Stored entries
......

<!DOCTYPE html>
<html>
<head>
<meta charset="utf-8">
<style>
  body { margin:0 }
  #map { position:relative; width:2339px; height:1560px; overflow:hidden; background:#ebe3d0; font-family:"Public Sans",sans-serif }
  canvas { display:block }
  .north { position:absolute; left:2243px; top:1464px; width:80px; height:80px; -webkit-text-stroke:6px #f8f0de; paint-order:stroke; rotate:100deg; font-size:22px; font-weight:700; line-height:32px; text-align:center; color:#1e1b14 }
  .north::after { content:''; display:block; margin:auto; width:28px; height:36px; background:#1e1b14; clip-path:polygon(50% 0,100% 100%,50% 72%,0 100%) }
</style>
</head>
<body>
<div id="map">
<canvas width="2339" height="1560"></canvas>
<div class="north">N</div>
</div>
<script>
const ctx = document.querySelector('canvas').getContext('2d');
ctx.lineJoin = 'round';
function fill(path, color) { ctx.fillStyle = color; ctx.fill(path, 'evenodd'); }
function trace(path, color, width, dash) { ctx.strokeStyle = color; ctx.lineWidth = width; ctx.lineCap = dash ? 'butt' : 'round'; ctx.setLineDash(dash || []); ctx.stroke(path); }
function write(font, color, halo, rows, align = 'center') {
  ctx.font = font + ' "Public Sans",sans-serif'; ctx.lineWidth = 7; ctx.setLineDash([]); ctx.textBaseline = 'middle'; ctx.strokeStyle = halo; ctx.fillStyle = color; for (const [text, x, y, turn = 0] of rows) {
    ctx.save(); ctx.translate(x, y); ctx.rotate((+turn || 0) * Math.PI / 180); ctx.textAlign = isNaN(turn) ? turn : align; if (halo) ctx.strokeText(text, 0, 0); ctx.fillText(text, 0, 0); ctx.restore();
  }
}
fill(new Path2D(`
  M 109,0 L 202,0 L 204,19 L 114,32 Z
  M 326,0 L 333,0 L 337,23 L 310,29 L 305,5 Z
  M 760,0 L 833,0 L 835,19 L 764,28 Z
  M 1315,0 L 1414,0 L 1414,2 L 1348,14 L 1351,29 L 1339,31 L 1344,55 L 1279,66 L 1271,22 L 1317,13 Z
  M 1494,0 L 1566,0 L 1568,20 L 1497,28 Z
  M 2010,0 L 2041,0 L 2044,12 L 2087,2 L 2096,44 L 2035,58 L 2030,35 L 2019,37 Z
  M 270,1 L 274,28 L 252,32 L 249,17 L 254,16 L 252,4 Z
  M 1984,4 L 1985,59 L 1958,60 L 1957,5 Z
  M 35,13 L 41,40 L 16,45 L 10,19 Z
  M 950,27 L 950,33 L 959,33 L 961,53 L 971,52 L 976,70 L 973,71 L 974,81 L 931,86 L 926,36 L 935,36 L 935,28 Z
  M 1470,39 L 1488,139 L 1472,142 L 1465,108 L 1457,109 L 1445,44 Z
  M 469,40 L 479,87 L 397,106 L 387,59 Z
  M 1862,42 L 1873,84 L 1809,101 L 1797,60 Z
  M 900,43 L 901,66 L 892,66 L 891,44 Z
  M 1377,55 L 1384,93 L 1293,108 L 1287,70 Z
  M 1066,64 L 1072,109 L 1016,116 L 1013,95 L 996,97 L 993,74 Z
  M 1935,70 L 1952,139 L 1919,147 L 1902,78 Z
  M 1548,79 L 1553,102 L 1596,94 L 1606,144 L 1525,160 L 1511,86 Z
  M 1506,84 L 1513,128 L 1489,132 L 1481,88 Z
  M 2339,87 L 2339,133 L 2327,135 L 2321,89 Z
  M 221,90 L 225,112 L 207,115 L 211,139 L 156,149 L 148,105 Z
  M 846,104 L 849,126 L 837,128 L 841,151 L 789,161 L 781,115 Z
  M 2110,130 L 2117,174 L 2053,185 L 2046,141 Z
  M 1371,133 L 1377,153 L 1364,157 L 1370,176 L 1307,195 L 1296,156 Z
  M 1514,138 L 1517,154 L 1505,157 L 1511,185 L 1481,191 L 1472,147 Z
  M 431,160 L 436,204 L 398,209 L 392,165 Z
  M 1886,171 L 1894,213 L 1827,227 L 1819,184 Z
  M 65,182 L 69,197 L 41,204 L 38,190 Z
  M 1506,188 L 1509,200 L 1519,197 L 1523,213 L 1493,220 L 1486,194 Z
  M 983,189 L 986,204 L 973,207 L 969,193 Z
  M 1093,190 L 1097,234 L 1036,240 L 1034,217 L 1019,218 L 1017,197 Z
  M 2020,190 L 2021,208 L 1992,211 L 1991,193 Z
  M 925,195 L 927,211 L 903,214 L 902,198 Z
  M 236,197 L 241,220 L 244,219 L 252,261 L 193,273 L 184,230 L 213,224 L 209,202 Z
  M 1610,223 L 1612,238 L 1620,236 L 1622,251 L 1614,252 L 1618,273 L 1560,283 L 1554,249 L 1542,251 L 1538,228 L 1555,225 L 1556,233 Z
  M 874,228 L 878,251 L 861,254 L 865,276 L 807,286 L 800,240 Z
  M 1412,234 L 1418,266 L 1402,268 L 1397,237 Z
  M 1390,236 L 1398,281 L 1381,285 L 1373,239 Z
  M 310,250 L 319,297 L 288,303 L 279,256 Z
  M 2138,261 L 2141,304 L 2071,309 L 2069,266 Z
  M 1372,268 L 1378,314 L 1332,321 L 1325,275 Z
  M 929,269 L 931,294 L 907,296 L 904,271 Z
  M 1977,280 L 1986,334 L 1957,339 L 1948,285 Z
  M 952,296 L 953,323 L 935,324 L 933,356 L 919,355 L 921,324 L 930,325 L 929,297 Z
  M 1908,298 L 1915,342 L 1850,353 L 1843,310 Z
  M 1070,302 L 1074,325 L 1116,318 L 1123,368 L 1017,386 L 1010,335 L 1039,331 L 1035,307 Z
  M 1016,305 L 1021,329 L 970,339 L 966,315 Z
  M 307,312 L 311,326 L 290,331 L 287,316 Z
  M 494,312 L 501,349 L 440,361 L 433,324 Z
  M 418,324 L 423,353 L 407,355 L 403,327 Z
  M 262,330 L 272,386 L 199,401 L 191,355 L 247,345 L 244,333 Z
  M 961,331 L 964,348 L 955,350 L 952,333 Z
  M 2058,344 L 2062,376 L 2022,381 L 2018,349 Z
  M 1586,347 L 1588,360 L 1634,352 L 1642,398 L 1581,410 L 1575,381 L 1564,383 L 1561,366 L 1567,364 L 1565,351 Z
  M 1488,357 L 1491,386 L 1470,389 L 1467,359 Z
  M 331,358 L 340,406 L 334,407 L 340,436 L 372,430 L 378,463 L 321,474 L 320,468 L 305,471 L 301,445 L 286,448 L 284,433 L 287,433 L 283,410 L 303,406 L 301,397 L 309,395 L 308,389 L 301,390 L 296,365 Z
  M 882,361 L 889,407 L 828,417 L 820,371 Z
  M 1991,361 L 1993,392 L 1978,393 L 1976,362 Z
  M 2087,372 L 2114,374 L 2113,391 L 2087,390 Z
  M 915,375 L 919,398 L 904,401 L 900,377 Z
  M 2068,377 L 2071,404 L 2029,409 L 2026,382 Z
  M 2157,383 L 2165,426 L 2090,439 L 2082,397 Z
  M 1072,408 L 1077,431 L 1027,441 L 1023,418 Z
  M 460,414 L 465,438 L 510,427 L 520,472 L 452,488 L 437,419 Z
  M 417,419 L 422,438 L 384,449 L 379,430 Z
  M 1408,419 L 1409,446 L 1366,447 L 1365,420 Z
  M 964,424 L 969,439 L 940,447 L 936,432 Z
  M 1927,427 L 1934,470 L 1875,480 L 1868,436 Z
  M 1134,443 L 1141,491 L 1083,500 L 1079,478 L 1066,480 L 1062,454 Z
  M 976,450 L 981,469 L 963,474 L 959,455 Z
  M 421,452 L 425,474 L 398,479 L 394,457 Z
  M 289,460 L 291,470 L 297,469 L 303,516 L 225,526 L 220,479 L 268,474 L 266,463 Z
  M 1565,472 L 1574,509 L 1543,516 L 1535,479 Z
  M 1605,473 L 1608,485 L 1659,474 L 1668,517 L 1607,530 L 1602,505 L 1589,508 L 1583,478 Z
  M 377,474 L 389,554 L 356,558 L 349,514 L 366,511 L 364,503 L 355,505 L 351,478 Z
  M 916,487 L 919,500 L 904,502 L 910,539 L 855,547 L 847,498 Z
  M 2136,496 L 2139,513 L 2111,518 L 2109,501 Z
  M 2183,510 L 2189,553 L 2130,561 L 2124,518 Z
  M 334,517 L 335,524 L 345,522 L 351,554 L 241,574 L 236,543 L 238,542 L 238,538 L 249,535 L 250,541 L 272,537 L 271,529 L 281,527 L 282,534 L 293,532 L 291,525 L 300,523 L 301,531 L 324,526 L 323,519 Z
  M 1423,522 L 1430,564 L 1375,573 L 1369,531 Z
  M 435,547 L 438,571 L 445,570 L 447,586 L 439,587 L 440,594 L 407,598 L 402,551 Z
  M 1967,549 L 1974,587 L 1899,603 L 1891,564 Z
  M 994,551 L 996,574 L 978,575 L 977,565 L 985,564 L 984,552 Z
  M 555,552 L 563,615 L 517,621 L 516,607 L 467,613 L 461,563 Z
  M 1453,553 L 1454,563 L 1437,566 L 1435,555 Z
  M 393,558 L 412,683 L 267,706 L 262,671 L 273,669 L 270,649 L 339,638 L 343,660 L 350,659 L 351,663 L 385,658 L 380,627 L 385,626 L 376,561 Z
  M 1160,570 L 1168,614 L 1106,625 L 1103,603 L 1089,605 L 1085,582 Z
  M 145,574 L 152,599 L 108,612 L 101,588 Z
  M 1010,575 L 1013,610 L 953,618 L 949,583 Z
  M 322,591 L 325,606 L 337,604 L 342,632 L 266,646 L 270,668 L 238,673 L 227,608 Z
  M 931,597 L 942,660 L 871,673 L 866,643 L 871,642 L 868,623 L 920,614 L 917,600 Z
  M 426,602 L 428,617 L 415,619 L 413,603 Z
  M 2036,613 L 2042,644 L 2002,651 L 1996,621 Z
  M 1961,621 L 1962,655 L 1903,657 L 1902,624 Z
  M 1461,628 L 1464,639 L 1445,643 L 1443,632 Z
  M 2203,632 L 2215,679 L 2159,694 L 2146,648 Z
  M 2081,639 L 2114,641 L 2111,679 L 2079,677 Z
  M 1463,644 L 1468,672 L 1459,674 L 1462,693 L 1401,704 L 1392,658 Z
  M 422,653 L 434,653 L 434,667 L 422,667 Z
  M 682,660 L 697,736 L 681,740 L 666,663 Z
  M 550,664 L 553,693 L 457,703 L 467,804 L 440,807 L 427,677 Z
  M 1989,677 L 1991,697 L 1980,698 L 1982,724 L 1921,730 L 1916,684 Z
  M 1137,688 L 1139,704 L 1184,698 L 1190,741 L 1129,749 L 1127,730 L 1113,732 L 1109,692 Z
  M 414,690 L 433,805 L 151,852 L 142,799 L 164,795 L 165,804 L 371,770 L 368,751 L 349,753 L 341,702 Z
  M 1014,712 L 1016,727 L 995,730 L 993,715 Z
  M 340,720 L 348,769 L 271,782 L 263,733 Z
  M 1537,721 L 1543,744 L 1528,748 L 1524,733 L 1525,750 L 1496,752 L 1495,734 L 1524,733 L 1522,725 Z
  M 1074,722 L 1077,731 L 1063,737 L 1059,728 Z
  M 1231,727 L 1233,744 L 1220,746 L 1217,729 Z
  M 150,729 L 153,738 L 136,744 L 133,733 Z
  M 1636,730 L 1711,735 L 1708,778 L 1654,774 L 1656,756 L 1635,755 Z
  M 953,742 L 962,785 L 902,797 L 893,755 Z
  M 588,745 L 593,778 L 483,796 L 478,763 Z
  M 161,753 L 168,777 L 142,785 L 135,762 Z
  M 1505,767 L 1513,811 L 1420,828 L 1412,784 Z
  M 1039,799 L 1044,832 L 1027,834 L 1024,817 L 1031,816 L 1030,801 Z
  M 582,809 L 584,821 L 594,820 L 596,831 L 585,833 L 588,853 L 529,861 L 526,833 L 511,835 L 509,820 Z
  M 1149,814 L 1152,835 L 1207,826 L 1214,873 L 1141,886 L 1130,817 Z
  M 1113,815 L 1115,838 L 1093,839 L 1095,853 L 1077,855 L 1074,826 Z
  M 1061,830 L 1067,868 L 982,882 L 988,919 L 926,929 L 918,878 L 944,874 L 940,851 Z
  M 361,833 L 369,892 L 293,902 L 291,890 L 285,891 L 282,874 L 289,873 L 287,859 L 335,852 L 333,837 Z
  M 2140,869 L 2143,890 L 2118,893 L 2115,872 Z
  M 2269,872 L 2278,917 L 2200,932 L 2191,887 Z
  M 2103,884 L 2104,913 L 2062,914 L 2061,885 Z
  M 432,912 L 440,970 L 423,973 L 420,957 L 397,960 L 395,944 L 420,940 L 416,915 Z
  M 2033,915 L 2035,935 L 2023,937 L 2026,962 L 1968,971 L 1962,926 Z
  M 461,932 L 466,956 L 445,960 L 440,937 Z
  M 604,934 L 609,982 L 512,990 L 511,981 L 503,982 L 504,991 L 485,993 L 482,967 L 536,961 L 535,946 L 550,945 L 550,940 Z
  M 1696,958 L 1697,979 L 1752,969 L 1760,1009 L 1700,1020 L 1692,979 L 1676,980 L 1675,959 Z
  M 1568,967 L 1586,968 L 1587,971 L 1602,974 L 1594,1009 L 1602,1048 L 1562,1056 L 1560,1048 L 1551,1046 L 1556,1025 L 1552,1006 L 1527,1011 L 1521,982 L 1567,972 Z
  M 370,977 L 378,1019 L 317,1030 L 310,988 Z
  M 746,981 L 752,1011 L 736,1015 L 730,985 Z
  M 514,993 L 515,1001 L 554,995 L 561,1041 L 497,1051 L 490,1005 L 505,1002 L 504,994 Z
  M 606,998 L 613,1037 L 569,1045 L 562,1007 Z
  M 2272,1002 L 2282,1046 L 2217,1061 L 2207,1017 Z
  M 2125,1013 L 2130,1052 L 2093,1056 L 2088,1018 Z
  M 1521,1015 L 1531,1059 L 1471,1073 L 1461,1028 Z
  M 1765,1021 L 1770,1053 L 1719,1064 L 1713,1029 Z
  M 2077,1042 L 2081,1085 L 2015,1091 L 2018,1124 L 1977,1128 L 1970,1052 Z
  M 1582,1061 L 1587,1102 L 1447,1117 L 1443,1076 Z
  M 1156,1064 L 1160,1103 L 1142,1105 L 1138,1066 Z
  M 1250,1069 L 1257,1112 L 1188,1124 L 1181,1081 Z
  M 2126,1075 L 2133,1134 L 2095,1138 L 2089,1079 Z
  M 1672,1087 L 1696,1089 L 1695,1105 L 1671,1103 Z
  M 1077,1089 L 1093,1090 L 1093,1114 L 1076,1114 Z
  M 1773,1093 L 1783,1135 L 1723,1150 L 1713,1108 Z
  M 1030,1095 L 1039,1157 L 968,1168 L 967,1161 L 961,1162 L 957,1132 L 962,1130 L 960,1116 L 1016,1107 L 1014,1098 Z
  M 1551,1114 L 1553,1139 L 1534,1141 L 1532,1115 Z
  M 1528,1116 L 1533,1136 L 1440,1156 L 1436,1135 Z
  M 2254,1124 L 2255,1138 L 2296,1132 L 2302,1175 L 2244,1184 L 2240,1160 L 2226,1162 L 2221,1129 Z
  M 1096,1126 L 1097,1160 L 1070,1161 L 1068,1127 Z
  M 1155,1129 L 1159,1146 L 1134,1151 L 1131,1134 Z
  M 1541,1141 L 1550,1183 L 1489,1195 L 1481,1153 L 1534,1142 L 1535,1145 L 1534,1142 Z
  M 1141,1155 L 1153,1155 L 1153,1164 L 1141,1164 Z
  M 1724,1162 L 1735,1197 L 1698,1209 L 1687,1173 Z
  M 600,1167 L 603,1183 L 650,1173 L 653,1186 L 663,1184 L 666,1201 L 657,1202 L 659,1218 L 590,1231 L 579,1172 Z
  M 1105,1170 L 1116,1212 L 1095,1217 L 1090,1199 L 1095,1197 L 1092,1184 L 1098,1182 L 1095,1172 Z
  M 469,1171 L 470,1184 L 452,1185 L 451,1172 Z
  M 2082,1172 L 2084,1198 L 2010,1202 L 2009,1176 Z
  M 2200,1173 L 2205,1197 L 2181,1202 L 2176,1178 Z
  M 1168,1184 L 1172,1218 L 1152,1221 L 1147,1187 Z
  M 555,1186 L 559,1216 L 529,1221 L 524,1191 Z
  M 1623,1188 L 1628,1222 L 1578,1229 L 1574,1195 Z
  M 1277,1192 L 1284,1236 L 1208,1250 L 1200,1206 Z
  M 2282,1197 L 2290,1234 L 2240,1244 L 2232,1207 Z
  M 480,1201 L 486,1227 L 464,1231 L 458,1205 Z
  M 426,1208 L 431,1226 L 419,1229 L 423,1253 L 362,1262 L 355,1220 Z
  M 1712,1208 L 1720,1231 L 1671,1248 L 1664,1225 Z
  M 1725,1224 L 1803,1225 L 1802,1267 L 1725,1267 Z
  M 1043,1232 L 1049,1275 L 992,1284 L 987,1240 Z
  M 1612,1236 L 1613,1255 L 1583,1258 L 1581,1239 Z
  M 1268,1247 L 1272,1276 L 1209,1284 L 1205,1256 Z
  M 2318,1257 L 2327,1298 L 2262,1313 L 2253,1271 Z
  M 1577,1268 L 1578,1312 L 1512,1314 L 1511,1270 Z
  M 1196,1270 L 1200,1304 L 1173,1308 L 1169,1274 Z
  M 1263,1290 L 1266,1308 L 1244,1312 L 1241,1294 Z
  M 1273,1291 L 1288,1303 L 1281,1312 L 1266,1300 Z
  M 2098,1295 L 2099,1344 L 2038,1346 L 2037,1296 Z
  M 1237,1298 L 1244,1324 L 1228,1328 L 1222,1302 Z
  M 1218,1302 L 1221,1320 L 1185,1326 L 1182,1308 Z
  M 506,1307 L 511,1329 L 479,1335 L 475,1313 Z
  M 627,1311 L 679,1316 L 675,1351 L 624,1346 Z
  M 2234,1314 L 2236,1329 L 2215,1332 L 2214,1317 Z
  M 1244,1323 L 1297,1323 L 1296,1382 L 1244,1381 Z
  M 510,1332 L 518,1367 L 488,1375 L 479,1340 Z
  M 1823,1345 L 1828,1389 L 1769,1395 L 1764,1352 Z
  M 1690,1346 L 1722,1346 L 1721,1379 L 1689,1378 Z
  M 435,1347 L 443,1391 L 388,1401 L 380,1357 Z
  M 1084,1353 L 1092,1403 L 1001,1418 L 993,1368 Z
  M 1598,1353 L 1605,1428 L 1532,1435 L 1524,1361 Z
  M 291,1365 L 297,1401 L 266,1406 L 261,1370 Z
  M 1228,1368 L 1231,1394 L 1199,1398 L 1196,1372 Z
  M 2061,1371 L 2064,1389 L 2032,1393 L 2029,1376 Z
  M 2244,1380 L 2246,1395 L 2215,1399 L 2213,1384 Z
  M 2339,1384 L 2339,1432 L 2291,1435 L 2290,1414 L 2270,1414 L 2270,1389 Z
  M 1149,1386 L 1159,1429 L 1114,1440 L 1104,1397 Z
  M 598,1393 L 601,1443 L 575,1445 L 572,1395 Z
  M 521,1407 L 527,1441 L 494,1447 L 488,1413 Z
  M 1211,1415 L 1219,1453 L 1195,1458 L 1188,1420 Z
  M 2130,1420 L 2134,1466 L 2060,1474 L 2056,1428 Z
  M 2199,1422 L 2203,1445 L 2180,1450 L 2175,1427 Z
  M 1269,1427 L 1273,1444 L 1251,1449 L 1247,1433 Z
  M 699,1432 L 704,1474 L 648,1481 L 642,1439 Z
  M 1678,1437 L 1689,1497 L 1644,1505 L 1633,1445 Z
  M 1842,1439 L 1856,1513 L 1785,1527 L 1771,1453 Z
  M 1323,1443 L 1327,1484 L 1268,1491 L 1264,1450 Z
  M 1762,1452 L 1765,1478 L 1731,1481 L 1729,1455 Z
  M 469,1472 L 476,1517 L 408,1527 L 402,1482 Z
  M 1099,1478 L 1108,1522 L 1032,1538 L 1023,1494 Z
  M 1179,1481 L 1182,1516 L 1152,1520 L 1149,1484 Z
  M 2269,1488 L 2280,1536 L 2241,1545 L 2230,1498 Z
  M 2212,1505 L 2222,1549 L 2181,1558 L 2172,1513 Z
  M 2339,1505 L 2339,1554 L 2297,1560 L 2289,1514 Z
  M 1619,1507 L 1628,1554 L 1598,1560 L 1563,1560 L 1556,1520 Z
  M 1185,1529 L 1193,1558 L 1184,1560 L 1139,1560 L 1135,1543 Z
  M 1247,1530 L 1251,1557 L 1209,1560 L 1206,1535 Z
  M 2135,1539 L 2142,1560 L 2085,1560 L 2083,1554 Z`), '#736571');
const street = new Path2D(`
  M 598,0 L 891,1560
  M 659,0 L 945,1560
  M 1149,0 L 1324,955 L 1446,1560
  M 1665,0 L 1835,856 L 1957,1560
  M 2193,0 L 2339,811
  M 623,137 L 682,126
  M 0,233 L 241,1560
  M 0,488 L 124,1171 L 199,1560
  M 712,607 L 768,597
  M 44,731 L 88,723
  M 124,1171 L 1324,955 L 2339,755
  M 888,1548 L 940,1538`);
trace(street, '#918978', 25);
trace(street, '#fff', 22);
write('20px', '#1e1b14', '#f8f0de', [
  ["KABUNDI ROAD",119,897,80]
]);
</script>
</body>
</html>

......

What you are asked to do: Scan the lines above for the word "center". Return each one that has it.

Solution for this task:
  .north { position:absolute; left:2243px; top:1464px; width:80px; height:80px; -webkit-text-stroke:6px #f8f0de; paint-order:stroke; rotate:100deg; font-size:22px; font-weight:700; line-height:32px; text-align:center; color:#1e1b14 }
function write(font, color, halo, rows, align = 'center') {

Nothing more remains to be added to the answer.